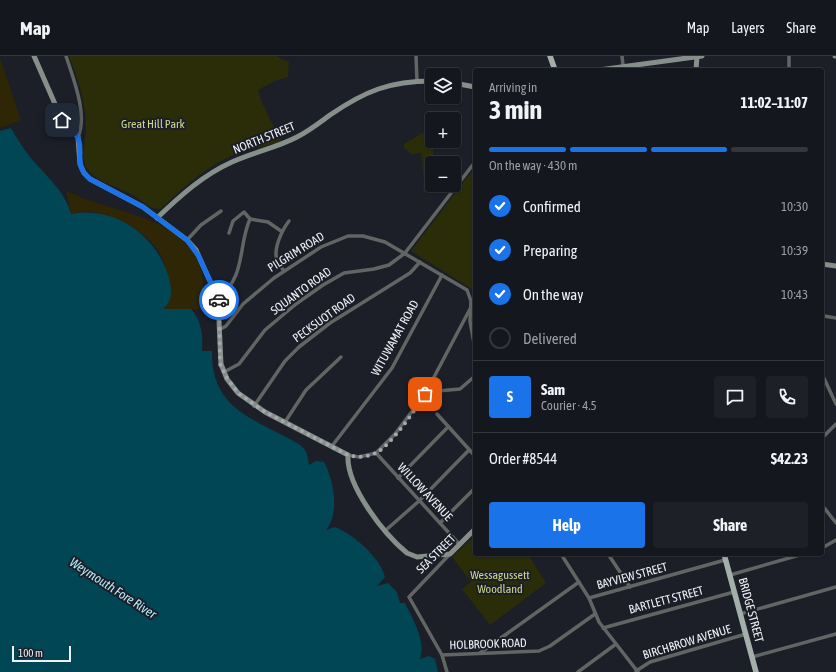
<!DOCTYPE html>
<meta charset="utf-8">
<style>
:root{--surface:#15171e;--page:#1e2027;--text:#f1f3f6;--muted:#9d9fa4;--line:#34363c;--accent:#1a73e8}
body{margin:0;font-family:"Asap Condensed",sans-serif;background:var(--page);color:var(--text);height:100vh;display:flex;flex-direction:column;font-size:15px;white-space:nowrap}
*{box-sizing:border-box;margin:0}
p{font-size:13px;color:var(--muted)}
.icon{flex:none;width:22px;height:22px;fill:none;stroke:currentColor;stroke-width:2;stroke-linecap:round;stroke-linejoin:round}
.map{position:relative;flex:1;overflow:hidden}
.sheet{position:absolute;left:473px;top:12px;width:351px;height:488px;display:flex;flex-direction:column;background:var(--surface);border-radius:4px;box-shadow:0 1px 3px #0004,0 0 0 1px var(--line)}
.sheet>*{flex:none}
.tools{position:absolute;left:425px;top:12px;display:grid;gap:8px}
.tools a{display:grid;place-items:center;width:36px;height:36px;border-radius:4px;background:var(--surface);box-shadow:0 1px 3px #0004,0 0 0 1px var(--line);font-size:20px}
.scale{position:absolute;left:12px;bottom:10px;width:59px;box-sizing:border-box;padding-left:4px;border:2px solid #eff1f7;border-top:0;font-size:11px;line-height:14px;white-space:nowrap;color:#eff1f7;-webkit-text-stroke:3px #1c1f28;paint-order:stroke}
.pin{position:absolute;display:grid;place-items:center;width:34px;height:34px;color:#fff;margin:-17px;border-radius:8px;box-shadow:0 2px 6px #0006}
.courier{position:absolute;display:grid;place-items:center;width:40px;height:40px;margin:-20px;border:3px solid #1a73e8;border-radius:50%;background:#fff;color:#222;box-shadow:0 1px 5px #0007}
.headline em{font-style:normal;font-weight:700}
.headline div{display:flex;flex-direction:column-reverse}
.headline{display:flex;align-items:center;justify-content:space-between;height:68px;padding:0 16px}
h1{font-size:26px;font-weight:700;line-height:30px}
.bar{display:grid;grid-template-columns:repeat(4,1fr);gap:6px 4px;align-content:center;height:48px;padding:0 16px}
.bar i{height:5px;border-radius:3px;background:var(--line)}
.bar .on{background:var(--accent)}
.bar p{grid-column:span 4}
.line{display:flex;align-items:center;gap:10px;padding:0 16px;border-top:1px solid var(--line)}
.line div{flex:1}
.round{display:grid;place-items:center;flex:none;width:42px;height:42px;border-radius:4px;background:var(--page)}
ol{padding:0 16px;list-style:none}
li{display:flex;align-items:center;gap:12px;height:44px}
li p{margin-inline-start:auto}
li .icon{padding:4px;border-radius:50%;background:var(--accent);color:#fff;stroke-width:4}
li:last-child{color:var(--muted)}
li i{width:22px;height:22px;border:2px solid var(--line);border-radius:50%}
.cta{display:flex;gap:8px;margin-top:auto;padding:8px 16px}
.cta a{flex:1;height:46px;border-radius:4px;background:var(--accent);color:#fff;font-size:16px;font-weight:700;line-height:46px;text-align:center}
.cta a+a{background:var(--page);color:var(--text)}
header{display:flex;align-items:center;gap:24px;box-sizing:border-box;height:56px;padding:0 20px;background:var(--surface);border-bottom:1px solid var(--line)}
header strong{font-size:19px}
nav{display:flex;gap:22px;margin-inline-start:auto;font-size:14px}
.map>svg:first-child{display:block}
.green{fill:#2a2d08}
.sand{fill:#2e2605}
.water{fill:#004655}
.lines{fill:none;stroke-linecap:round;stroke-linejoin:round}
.street{stroke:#616664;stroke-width:3.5}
.secondary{stroke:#878f8b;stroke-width:5}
.primary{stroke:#a4afa9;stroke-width:5.5}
.done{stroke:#a5a8af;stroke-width:4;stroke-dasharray:0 7.2}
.route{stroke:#1a73e8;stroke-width:5}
.labels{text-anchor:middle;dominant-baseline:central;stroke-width:4;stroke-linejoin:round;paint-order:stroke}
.park-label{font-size:12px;fill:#ccd78d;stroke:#1c1f28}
.street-label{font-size:12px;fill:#eff1f7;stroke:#1c1f28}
.water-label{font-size:13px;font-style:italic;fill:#b5ebf9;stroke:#1c1f28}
</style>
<header>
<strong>Map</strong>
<nav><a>Map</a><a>Layers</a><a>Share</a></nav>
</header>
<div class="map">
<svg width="836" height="616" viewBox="0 0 836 616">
<rect width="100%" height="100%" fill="#1c1f28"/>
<g class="green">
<path d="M69,0H276L289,6L288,21L275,25L258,34L262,47L281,85C266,91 250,92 236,98C205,110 184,132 160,153C150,154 140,143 131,138C118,131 97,126 88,114C79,103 86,85 86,72C86,47 78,23 69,0Z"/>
<path d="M426,75L434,88L433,101L439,102L440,107H432V126L425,137L423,135L424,126L421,97L412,98L404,92V88Z"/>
<path d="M475,111V227L472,233L411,195Z"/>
<path d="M475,479V498H528L546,527L490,569L462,533L471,526L452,501Z"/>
</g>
<g class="sand">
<path d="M0,2L21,64L0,72Z"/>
<path d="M66,134C104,156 171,157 195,199C204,214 204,236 205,253H163L167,250C166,236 167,221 164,207C158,182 116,158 92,156C85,155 78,157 71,158Z"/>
</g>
<path class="water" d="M11,72C17,82 23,92 30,101C45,119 65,135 71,158C113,150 153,177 167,216C172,230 174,242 164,253H191C202,266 203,279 202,295H212C211,346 243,359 282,379C289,383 300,387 305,394C308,398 308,405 309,409L316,405L324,406C334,425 340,457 326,474L335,471C353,478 381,502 385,521L377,530L388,527L397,536L400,547H405C413,564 426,584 420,603L429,600L435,603L438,616H0V75Z"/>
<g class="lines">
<g class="street">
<path d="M66,0C73,22 88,58 78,81"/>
<path d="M416,0L417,25"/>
<path d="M622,0L623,9"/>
<path d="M789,0V14"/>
<path d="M250,163L268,166L281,175"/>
<path d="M229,177L233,165L244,156L250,163"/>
<path d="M187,184L201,169L221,155"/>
<path d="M284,215C282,212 278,208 277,204C273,193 282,174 289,165"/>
<path d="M218,241C246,223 238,189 250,163"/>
<path d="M822,263L824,260L836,262"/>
<path d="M219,274L226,270L243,248L274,222L321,191L348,180H363L385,186L467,234L471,245L470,265L475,293"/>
<path d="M224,316L239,308L265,274L296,248L323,229L344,217L374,213L389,209L405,197L475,106"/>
<path d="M822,318L836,348"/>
<path d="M425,338L470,253"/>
<path d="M254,350L285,305L299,291L330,267L410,217L420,206"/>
<path d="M437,358L475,400"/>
<path d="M285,366L306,334L341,301"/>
<path d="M822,382L836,368"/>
<path d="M332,390L392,312L442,219"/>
<path d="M376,397L460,489"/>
<path d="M348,399L359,401L376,397L395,378L425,338L437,335L460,333L475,320"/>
<path d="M398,422L448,371"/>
<path d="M822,449L836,467"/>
<path d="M440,467L475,432"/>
<path d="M386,474L419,445L469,394"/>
<path d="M822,492L836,484"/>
<path d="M561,498L589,542L599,566L638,616"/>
<path d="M608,498L630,531"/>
<path d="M730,519L803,498"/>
<path d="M589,542L725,504"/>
<path d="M740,558L836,531"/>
<path d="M603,572L734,536"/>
<path d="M480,597L579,526"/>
<path d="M442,599L539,595L550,590L595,558"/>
<path d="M752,601L836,578"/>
<path d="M636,615L650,606L746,578"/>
<path d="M447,616L442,599L409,541L450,498"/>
<path d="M578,616L616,588"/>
</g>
<g class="secondary">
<path d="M34,0L62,64L78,81L80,108L84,117L90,123L143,151L187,184L196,194L218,243L221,308L227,323L238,337L265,356L348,399C346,430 384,478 407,497L417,501L450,498L475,473"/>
<path d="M835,0H836"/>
<path d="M599,14L702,0"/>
<path d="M696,14L697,0"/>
<path d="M454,27L475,31"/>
<path d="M157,162C180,140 203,119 232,106C254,96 276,92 297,81C309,75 319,67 330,59C365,35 390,25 432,25"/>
<path d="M822,208L836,210"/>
</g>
<g class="primary">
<path d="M550,0L555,14"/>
<path d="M724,498L756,616"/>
</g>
</g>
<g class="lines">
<path class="done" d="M219,244L220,308L227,322L238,337L265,356L348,399C357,402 368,401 376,397C390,390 417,352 425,338"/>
<path class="route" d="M62,64C66,71 76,75 78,82C84,98 73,109 90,123L143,151L187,184L198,199L219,244"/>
</g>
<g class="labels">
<g class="park-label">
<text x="153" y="68">Great Hill Park</text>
<text x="500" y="519">Wessagussett<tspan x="500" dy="14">Woodland</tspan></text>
</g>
<g class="street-label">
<text transform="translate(264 82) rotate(-22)">NORTH STREET</text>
<text transform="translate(296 196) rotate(-32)">PILGRIM ROAD</text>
<text transform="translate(301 235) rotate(-36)">SQUANTO ROAD</text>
<text transform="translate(324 262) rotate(-36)">PECKSUOT ROAD</text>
<text transform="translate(395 282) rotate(-61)">WITUWAMAT ROAD</text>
<text transform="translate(425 436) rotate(47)">WILLOW AVENUE</text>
<text transform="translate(436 498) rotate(-45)">SEA STREET</text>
<text transform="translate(632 520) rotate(-15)">BAYVIEW STREET</text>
<text transform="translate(666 544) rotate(-15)">BARTLETT STREET</text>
<text transform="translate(751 554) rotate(75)">BRIDGE STREET</text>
<text transform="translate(687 586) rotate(-17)">BIRCHBROW AVENUE</text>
<text transform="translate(488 588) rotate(-2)">HOLBROOK ROAD</text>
</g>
<g class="water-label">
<text transform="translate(113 532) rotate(33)">Weymouth Fore River</text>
</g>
</g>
</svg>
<div class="tools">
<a><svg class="icon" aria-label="layers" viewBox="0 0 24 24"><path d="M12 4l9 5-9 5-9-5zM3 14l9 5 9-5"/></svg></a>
<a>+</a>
<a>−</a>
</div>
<div class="scale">100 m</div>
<div class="pin" style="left:425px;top:338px;background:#ea580c"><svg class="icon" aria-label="bag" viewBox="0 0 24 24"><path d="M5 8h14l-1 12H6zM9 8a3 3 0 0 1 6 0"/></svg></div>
<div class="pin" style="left:62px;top:64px;background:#1f2937"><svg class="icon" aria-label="home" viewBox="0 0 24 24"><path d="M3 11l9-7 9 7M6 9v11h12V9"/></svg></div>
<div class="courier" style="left:219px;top:244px"><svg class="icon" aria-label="car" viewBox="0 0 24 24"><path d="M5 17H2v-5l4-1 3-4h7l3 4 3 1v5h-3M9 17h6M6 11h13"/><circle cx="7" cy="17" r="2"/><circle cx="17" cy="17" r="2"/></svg></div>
<section class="sheet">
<div class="headline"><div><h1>3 min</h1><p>Arriving in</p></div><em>11:02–11:07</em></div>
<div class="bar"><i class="on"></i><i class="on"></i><i class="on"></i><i></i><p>On the way · 430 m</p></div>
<ol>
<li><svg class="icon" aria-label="check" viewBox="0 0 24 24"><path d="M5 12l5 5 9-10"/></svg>Confirmed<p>10:30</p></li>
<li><svg class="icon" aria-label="check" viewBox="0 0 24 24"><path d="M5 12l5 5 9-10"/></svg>Preparing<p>10:39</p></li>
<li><svg class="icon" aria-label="check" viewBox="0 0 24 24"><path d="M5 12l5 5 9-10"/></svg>On the way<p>10:43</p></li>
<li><i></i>Delivered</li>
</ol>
<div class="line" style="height:72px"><b class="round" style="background:var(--accent);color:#fff">S</b><div><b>Sam</b><p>Courier · 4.5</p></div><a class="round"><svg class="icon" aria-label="chat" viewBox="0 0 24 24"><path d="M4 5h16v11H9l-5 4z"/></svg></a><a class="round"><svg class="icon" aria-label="phone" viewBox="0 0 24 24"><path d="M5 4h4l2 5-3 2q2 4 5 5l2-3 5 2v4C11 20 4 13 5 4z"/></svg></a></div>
<div class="line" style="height:52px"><div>Order #8544</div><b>$42.23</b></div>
<div class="cta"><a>Help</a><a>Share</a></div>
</section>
</div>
::::
### What you will do
Match on "linecap" and copy out every line of the entries that contains it.

### Exercise solution
.icon{flex:none;width:22px;height:22px;fill:none;stroke:currentColor;stroke-width:2;stroke-linecap:round;stroke-linejoin:round}
.lines{fill:none;stroke-linecap:round;stroke-linejoin:round}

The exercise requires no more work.